§ Task description
Repeat the records below exactly. Omit the pictures.
───── Input
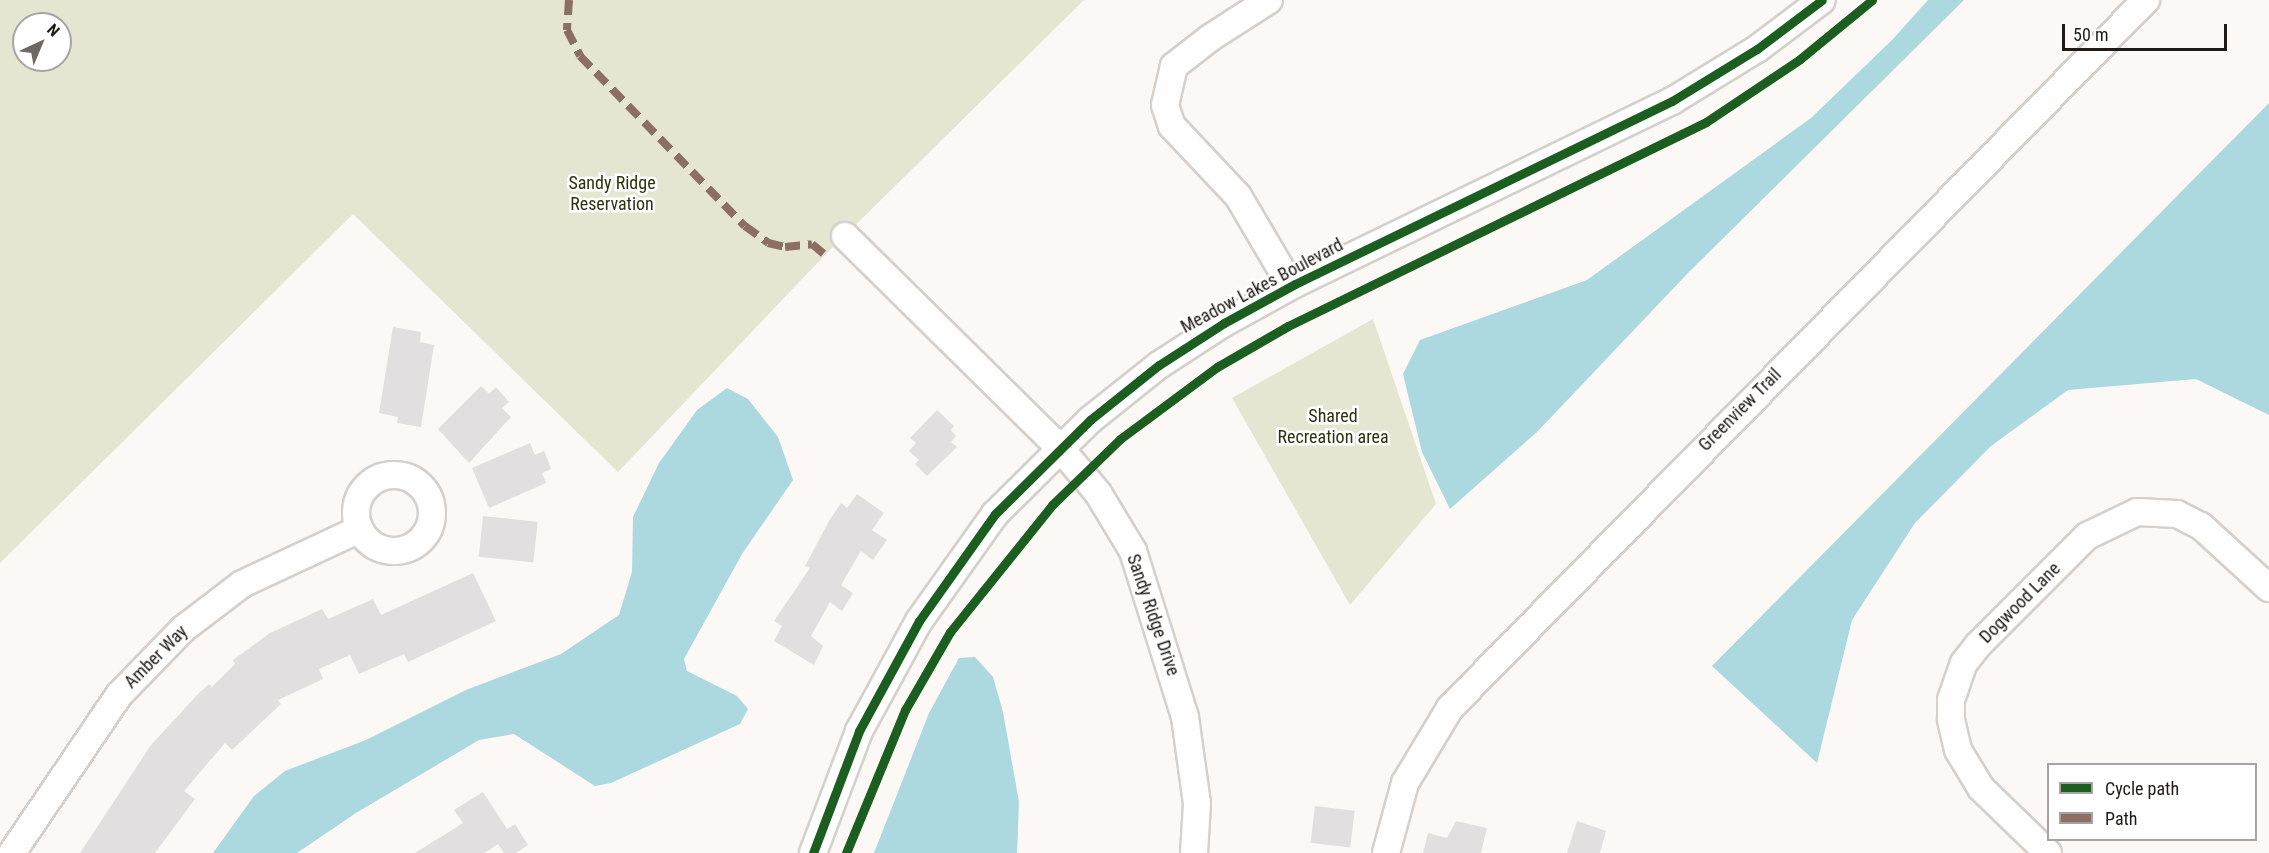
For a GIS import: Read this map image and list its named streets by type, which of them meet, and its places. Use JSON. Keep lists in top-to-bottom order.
{
  "streets": {
    "street": [
      "Meadow Lakes Boulevard",
      "Greenview Trail",
      "Dogwood Lane",
      "Sandy Ridge Drive",
      "Amber Way"
    ]
  },
  "crossings": [
    ["Meadow Lakes Boulevard", "Sandy Ridge Drive"]
  ],
  "parks": ["Sandy Ridge Reservation", "Shared Recreation area"],
  "legend": ["Cycle path", "Path"],
  "scale_bar": "50 m",
  "north": "top right"
}
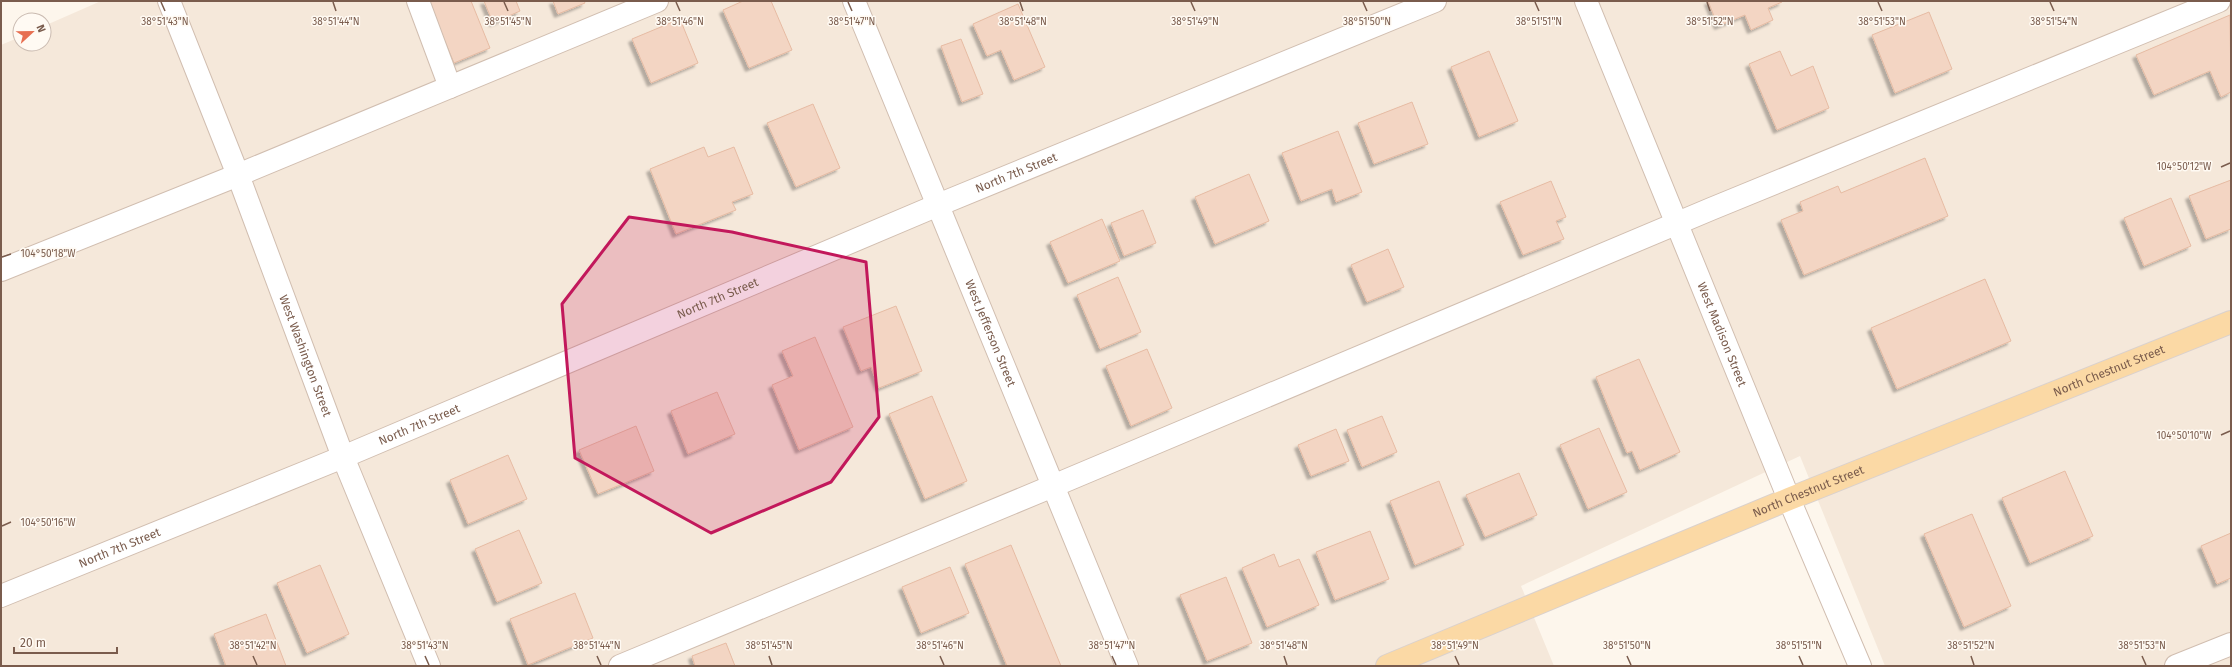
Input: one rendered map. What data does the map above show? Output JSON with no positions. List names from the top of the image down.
{
  "streets": {
    "main road": ["North Chestnut Street"],
    "street": [
      "North 7th Street",
      "West Jefferson Street",
      "West Madison Street",
      "West Washington Street"
    ]
  },
  "crossings": [
    ["North 7th Street", "West Jefferson Street"],
    ["North 7th Street", "West Washington Street"],
    ["West Madison Street", "North Chestnut Street"]
  ],
  "scale_bar": "20 m",
  "north": "right",
  "coordinates": [
    "38°51'47\"N",
    "38°51'49\"N",
    "38°51'50\"N",
    "38°51'52\"N",
    "38°51'53\"N",
    "38°51'43\"N",
    "38°51'44\"N",
    "38°51'45\"N",
    "38°51'46\"N",
    "38°51'48\"N",
    "38°51'51\"N",
    "38°51'54\"N",
    "104°50'12\"W",
    "104°50'18\"W",
    "104°50'10\"W",
    "104°50'16\"W",
    "38°51'42\"N"
  ]
}
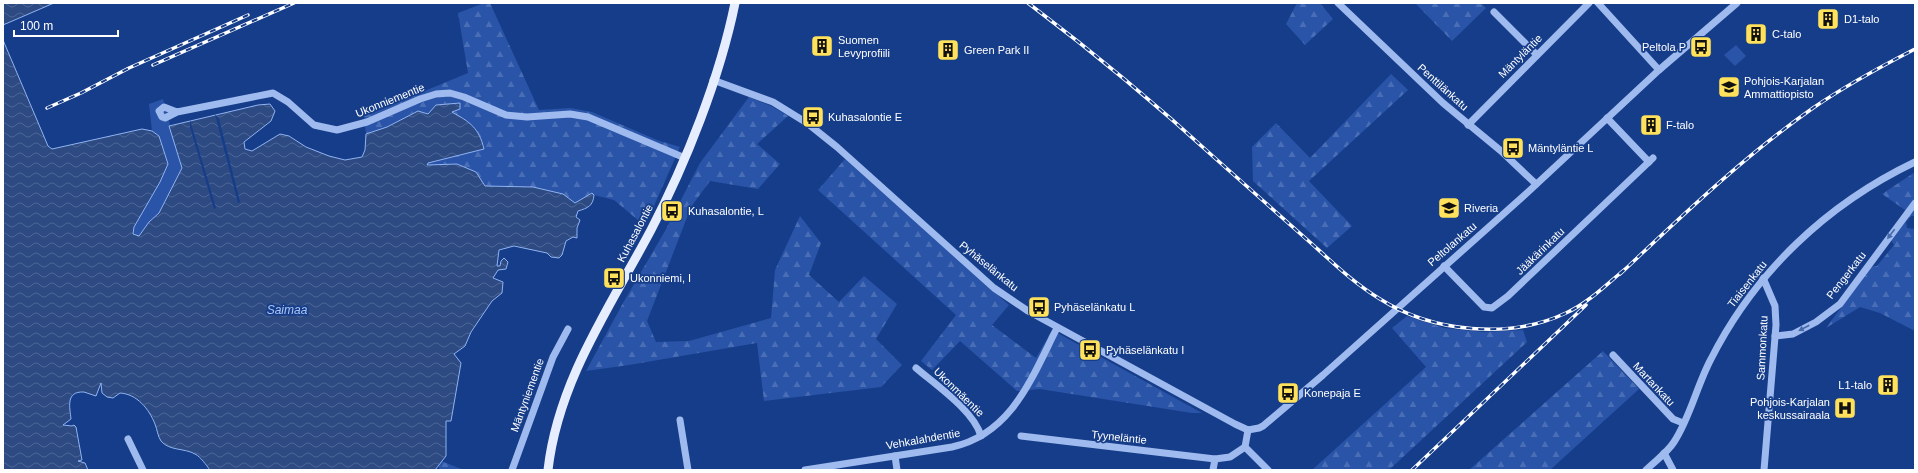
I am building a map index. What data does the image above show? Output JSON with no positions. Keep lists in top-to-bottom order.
{
  "streets": {
    "main road": ["Kuhasalontie"],
    "street": [
      "Mäntyläntie",
      "Penttilänkatu",
      "Ukonniementie",
      "Peltolankatu",
      "Jääkärinkatu",
      "Pyhäselänkatu",
      "Pengerkatu",
      "Tiaisenkatu",
      "Sammonkatu",
      "Martankatu",
      "Ukonmäentie",
      "Mäntyniementie",
      "Tyyneläntie",
      "Vehkalahdentie"
    ]
  },
  "crossings": [
    ["Mäntyläntie", "Penttilänkatu"],
    ["Penttilänkatu", "Peltolankatu"],
    ["Ukonniementie", "Kuhasalontie"],
    ["Kuhasalontie", "Pyhäselänkatu"],
    ["Peltolankatu", "Jääkärinkatu"],
    ["Peltolankatu", "Pyhäselänkatu"],
    ["Pyhäselänkatu", "Vehkalahdentie"],
    ["Pengerkatu", "Sammonkatu"],
    ["Tiaisenkatu", "Sammonkatu"],
    ["Tiaisenkatu", "Martankatu"],
    ["Ukonmäentie", "Vehkalahdentie"]
  ],
  "one_way": ["Pengerkatu"],
  "water": ["Saimaa"],
  "places": {
    "building": [
      "D1-talo",
      "C-talo",
      "Suomen Levyprofiili",
      "Green Park II",
      "F-talo",
      "L1-talo"
    ],
    "bus stop": [
      "Peltola P",
      "Kuhasalontie E",
      "Mäntyläntie L",
      "Kuhasalontie, L",
      "Ukonniemi, I",
      "Pyhäselänkatu L",
      "Pyhäselänkatu I",
      "Konepaja E"
    ],
    "school or university": ["Pohjois-Karjalan Ammattiopisto", "Riveria"],
    "hospital": ["Pohjois-Karjalan keskussairaala"]
  },
  "scale_bar": "100 m"
}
──────────
§ Response
For a GIS import: Read this map image and list its named streets by type, which of them meet, and its places. Use JSON. Keep lists in top-to-bottom order.
{
  "streets": {
    "street": [
      "Meadow Lakes Boulevard",
      "Greenview Trail",
      "Dogwood Lane",
      "Sandy Ridge Drive",
      "Amber Way"
    ]
  },
  "crossings": [
    ["Meadow Lakes Boulevard", "Sandy Ridge Drive"]
  ],
  "parks": ["Sandy Ridge Reservation", "Shared Recreation area"],
  "legend": ["Cycle path", "Path"],
  "scale_bar": "50 m",
  "north": "top right"
}
Input: one rendered map. What data does the map above show? Output JSON with no positions. List names from the top of the image down.
{
  "streets": {
    "main road": ["North Chestnut Street"],
    "street": [
      "North 7th Street",
      "West Jefferson Street",
      "West Madison Street",
      "West Washington Street"
    ]
  },
  "crossings": [
    ["North 7th Street", "West Jefferson Street"],
    ["North 7th Street", "West Washington Street"],
    ["West Madison Street", "North Chestnut Street"]
  ],
  "scale_bar": "20 m",
  "north": "right",
  "coordinates": [
    "38°51'47\"N",
    "38°51'49\"N",
    "38°51'50\"N",
    "38°51'52\"N",
    "38°51'53\"N",
    "38°51'43\"N",
    "38°51'44\"N",
    "38°51'45\"N",
    "38°51'46\"N",
    "38°51'48\"N",
    "38°51'51\"N",
    "38°51'54\"N",
    "104°50'12\"W",
    "104°50'18\"W",
    "104°50'10\"W",
    "104°50'16\"W",
    "38°51'42\"N"
  ]
}
I am building a map index. What data does the image above show? Output JSON with no positions. Keep lists in top-to-bottom order.
{
  "streets": {
    "main road": ["Kuhasalontie"],
    "street": [
      "Mäntyläntie",
      "Penttilänkatu",
      "Ukonniementie",
      "Peltolankatu",
      "Jääkärinkatu",
      "Pyhäselänkatu",
      "Pengerkatu",
      "Tiaisenkatu",
      "Sammonkatu",
      "Martankatu",
      "Ukonmäentie",
      "Mäntyniementie",
      "Tyyneläntie",
      "Vehkalahdentie"
    ]
  },
  "crossings": [
    ["Mäntyläntie", "Penttilänkatu"],
    ["Penttilänkatu", "Peltolankatu"],
    ["Ukonniementie", "Kuhasalontie"],
    ["Kuhasalontie", "Pyhäselänkatu"],
    ["Peltolankatu", "Jääkärinkatu"],
    ["Peltolankatu", "Pyhäselänkatu"],
    ["Pyhäselänkatu", "Vehkalahdentie"],
    ["Pengerkatu", "Sammonkatu"],
    ["Tiaisenkatu", "Sammonkatu"],
    ["Tiaisenkatu", "Martankatu"],
    ["Ukonmäentie", "Vehkalahdentie"]
  ],
  "one_way": ["Pengerkatu"],
  "water": ["Saimaa"],
  "places": {
    "building": [
      "D1-talo",
      "C-talo",
      "Suomen Levyprofiili",
      "Green Park II",
      "F-talo",
      "L1-talo"
    ],
    "bus stop": [
      "Peltola P",
      "Kuhasalontie E",
      "Mäntyläntie L",
      "Kuhasalontie, L",
      "Ukonniemi, I",
      "Pyhäselänkatu L",
      "Pyhäselänkatu I",
      "Konepaja E"
    ],
    "school or university": ["Pohjois-Karjalan Ammattiopisto", "Riveria"],
    "hospital": ["Pohjois-Karjalan keskussairaala"]
  },
  "scale_bar": "100 m"
}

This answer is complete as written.